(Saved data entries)
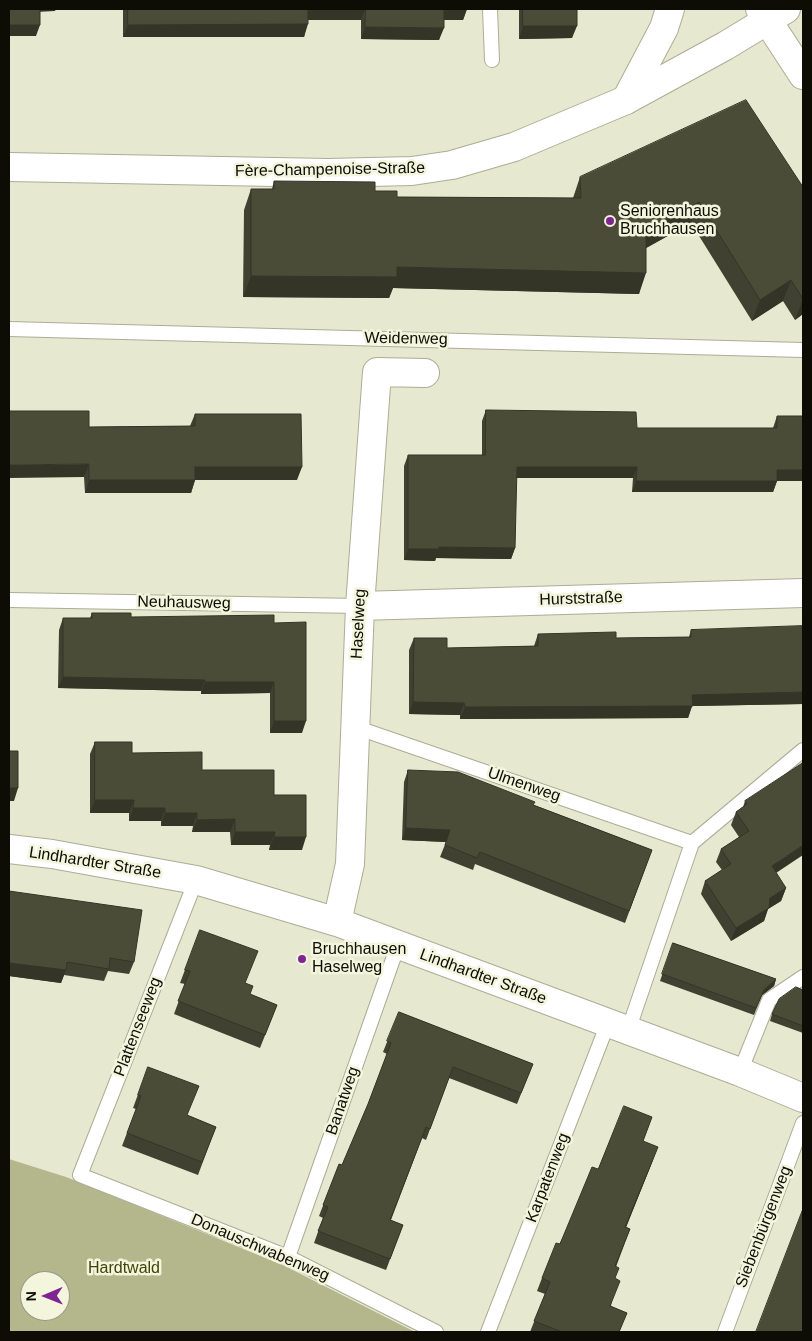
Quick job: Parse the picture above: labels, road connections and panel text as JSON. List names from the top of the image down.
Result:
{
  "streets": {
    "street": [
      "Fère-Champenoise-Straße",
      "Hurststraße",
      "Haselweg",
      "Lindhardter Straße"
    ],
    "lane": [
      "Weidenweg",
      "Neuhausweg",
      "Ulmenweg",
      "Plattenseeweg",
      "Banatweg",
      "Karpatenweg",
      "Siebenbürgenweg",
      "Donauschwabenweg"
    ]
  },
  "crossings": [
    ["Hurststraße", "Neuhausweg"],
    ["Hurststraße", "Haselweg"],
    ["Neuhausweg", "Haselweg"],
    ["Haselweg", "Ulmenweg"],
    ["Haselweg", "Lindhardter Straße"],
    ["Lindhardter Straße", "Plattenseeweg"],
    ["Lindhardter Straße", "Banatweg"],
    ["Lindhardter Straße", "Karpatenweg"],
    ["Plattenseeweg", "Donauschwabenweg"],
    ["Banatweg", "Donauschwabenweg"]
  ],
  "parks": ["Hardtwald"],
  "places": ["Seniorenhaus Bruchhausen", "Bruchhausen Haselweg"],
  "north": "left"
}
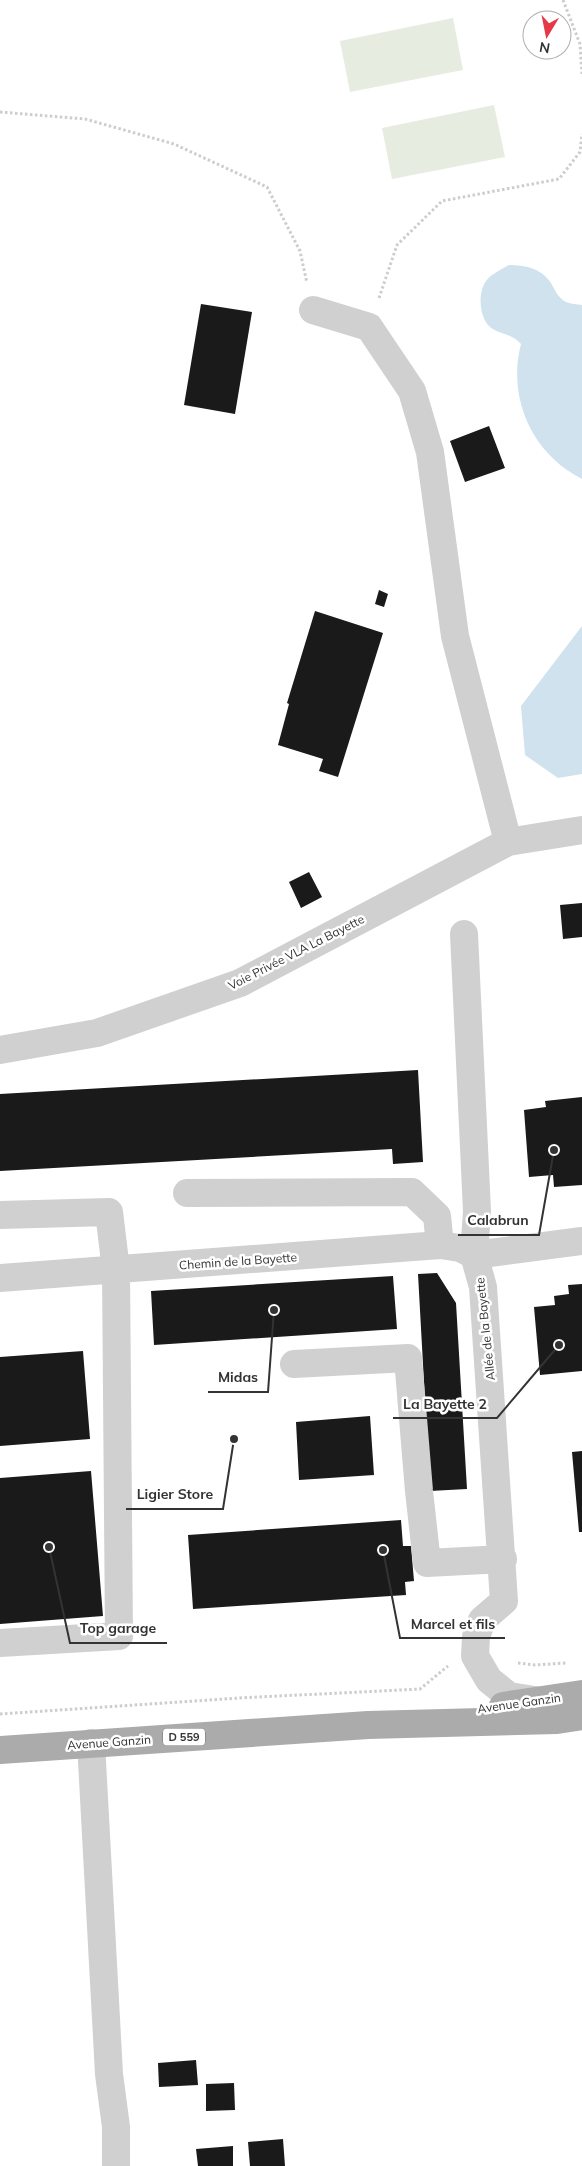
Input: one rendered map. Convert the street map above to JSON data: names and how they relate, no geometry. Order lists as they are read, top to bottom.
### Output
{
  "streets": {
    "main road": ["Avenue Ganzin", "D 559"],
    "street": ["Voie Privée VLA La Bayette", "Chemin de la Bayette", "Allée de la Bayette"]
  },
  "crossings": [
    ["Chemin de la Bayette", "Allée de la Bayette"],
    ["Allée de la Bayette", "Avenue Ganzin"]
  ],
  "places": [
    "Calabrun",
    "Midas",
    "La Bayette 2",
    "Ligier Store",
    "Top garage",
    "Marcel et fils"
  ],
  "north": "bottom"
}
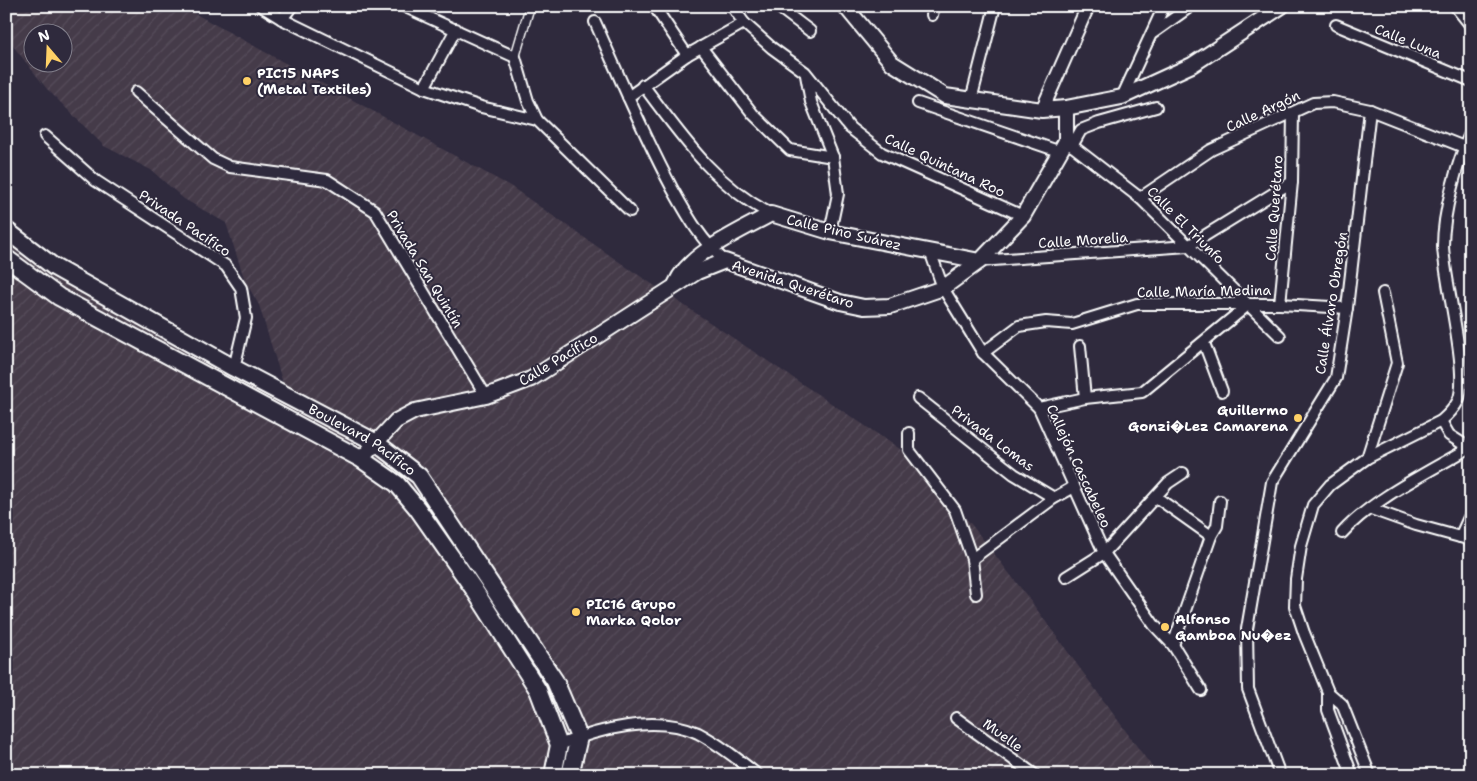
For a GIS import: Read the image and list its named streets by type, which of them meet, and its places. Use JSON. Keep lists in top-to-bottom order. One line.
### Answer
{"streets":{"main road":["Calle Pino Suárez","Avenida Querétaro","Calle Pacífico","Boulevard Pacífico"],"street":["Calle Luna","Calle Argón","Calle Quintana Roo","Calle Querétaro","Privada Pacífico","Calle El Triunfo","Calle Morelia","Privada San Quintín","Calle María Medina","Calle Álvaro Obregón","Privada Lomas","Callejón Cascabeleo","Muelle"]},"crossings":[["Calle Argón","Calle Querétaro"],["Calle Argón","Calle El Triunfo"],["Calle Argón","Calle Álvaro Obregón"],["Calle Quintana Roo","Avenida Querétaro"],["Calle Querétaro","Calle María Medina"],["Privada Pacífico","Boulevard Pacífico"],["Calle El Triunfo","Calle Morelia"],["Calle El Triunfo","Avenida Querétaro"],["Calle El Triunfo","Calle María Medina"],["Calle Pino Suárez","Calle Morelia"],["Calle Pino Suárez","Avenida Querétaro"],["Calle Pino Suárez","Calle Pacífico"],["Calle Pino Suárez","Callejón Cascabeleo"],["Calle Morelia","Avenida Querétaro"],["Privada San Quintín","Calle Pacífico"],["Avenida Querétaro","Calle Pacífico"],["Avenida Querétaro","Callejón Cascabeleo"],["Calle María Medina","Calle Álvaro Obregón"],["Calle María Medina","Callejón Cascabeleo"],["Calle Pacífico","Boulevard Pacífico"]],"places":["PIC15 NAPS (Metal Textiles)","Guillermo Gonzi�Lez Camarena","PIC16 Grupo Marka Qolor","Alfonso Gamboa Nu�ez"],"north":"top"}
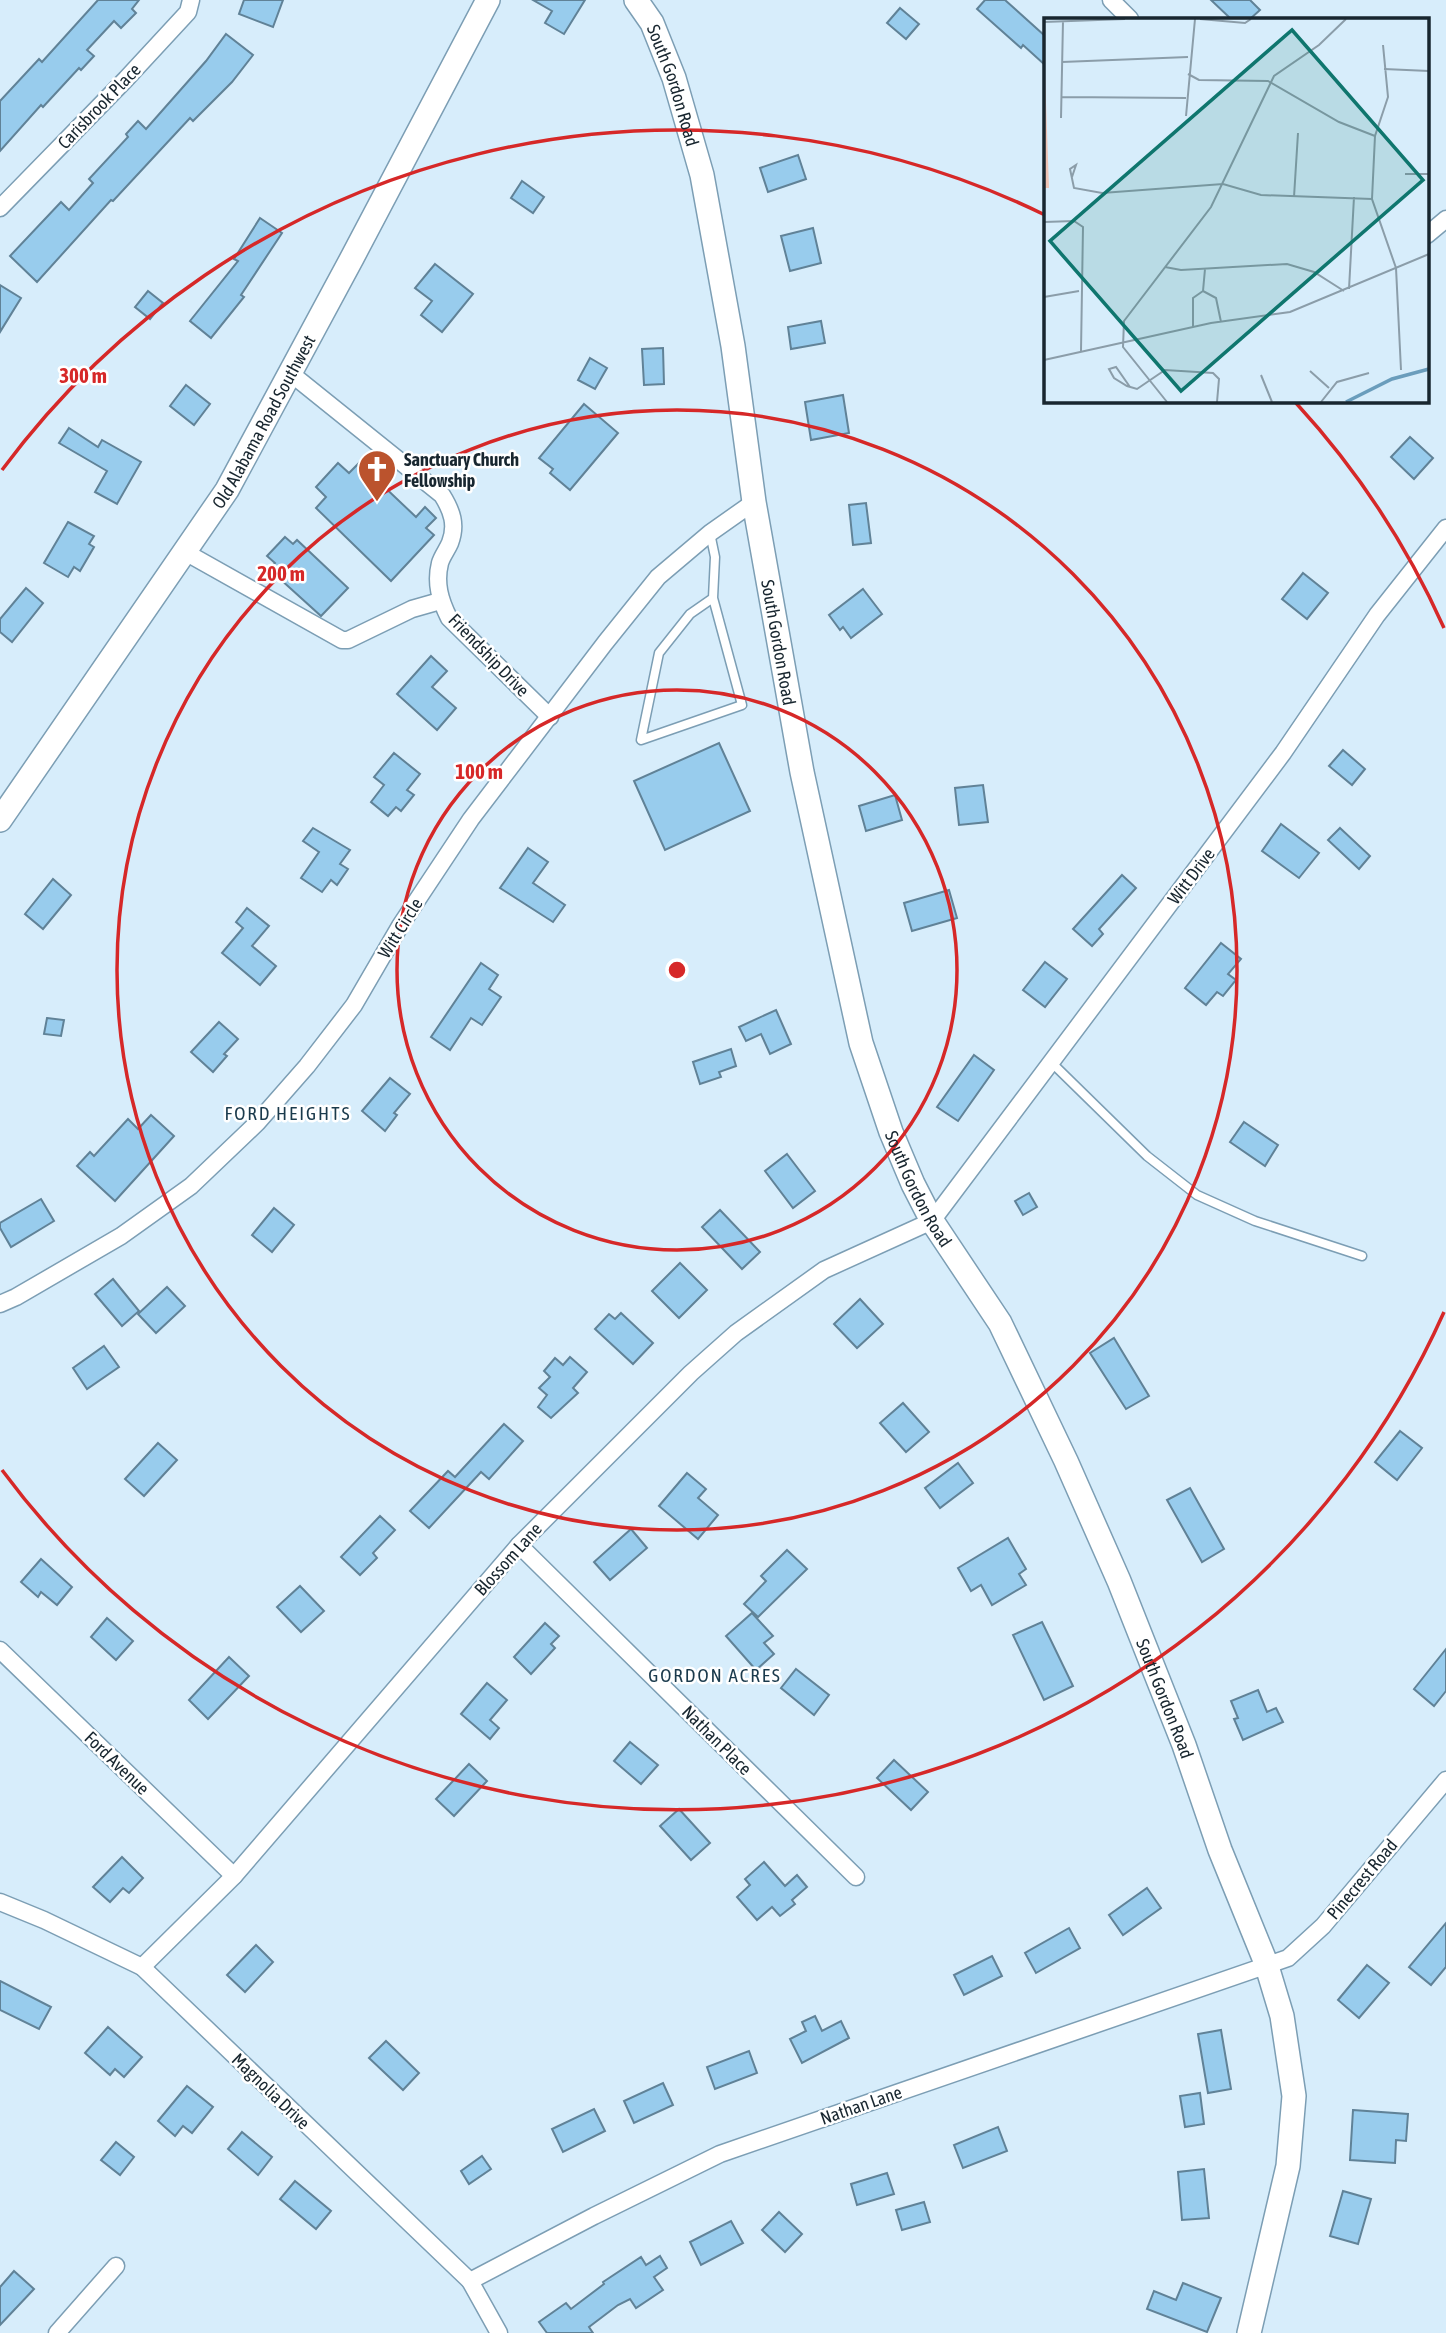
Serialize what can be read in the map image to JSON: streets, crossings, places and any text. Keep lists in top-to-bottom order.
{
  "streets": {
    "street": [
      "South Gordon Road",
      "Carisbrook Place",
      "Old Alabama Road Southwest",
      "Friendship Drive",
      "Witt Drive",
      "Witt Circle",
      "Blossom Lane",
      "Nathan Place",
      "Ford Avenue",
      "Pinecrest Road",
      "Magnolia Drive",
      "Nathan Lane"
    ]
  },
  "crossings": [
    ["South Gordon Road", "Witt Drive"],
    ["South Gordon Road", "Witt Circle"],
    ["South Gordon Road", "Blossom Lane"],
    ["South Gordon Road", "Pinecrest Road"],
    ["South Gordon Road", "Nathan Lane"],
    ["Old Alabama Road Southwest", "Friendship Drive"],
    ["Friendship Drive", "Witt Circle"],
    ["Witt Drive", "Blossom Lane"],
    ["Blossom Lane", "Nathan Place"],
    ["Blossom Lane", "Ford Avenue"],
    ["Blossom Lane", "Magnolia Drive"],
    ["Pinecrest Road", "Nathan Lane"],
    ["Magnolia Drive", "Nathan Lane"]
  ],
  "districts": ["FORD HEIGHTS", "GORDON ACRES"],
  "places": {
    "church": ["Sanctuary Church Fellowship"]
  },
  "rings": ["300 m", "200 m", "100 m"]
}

▶ _REQUIRED WORK_
Please copy out the entries above exactly as they appear, but skip their images.

▶ _YOUR RESPONSE_
Quick job: Parse the picture above: labels, road connections and panel text as JSON. List names from the top of the image down.
Result:
{
  "streets": {
    "street": [
      "Fère-Champenoise-Straße",
      "Hurststraße",
      "Haselweg",
      "Lindhardter Straße"
    ],
    "lane": [
      "Weidenweg",
      "Neuhausweg",
      "Ulmenweg",
      "Plattenseeweg",
      "Banatweg",
      "Karpatenweg",
      "Siebenbürgenweg",
      "Donauschwabenweg"
    ]
  },
  "crossings": [
    ["Hurststraße", "Neuhausweg"],
    ["Hurststraße", "Haselweg"],
    ["Neuhausweg", "Haselweg"],
    ["Haselweg", "Ulmenweg"],
    ["Haselweg", "Lindhardter Straße"],
    ["Lindhardter Straße", "Plattenseeweg"],
    ["Lindhardter Straße", "Banatweg"],
    ["Lindhardter Straße", "Karpatenweg"],
    ["Plattenseeweg", "Donauschwabenweg"],
    ["Banatweg", "Donauschwabenweg"]
  ],
  "parks": ["Hardtwald"],
  "places": ["Seniorenhaus Bruchhausen", "Bruchhausen Haselweg"],
  "north": "left"
}
Input: one rendered map. Convert the street map above to JSON data: names and how they relate, no geometry. Order lists as they are read, top to bottom.
### Output
{
  "streets": {
    "main road": ["Avenue Ganzin", "D 559"],
    "street": ["Voie Privée VLA La Bayette", "Chemin de la Bayette", "Allée de la Bayette"]
  },
  "crossings": [
    ["Chemin de la Bayette", "Allée de la Bayette"],
    ["Allée de la Bayette", "Avenue Ganzin"]
  ],
  "places": [
    "Calabrun",
    "Midas",
    "La Bayette 2",
    "Ligier Store",
    "Top garage",
    "Marcel et fils"
  ],
  "north": "bottom"
}
For a GIS import: Read the image and list its named streets by type, which of them meet, and its places. Use JSON. Keep lists in top-to-bottom order. One line.
### Answer
{"streets":{"main road":["Calle Pino Suárez","Avenida Querétaro","Calle Pacífico","Boulevard Pacífico"],"street":["Calle Luna","Calle Argón","Calle Quintana Roo","Calle Querétaro","Privada Pacífico","Calle El Triunfo","Calle Morelia","Privada San Quintín","Calle María Medina","Calle Álvaro Obregón","Privada Lomas","Callejón Cascabeleo","Muelle"]},"crossings":[["Calle Argón","Calle Querétaro"],["Calle Argón","Calle El Triunfo"],["Calle Argón","Calle Álvaro Obregón"],["Calle Quintana Roo","Avenida Querétaro"],["Calle Querétaro","Calle María Medina"],["Privada Pacífico","Boulevard Pacífico"],["Calle El Triunfo","Calle Morelia"],["Calle El Triunfo","Avenida Querétaro"],["Calle El Triunfo","Calle María Medina"],["Calle Pino Suárez","Calle Morelia"],["Calle Pino Suárez","Avenida Querétaro"],["Calle Pino Suárez","Calle Pacífico"],["Calle Pino Suárez","Callejón Cascabeleo"],["Calle Morelia","Avenida Querétaro"],["Privada San Quintín","Calle Pacífico"],["Avenida Querétaro","Calle Pacífico"],["Avenida Querétaro","Callejón Cascabeleo"],["Calle María Medina","Calle Álvaro Obregón"],["Calle María Medina","Callejón Cascabeleo"],["Calle Pacífico","Boulevard Pacífico"]],"places":["PIC15 NAPS (Metal Textiles)","Guillermo Gonzi�Lez Camarena","PIC16 Grupo Marka Qolor","Alfonso Gamboa Nu�ez"],"north":"top"}
Serialize what can be read in the map image to JSON: streets, crossings, places and any text. Keep lists in top-to-bottom order.
{
  "streets": {
    "street": [
      "South Gordon Road",
      "Carisbrook Place",
      "Old Alabama Road Southwest",
      "Friendship Drive",
      "Witt Drive",
      "Witt Circle",
      "Blossom Lane",
      "Nathan Place",
      "Ford Avenue",
      "Pinecrest Road",
      "Magnolia Drive",
      "Nathan Lane"
    ]
  },
  "crossings": [
    ["South Gordon Road", "Witt Drive"],
    ["South Gordon Road", "Witt Circle"],
    ["South Gordon Road", "Blossom Lane"],
    ["South Gordon Road", "Pinecrest Road"],
    ["South Gordon Road", "Nathan Lane"],
    ["Old Alabama Road Southwest", "Friendship Drive"],
    ["Friendship Drive", "Witt Circle"],
    ["Witt Drive", "Blossom Lane"],
    ["Blossom Lane", "Nathan Place"],
    ["Blossom Lane", "Ford Avenue"],
    ["Blossom Lane", "Magnolia Drive"],
    ["Pinecrest Road", "Nathan Lane"],
    ["Magnolia Drive", "Nathan Lane"]
  ],
  "districts": ["FORD HEIGHTS", "GORDON ACRES"],
  "places": {
    "church": ["Sanctuary Church Fellowship"]
  },
  "rings": ["300 m", "200 m", "100 m"]
}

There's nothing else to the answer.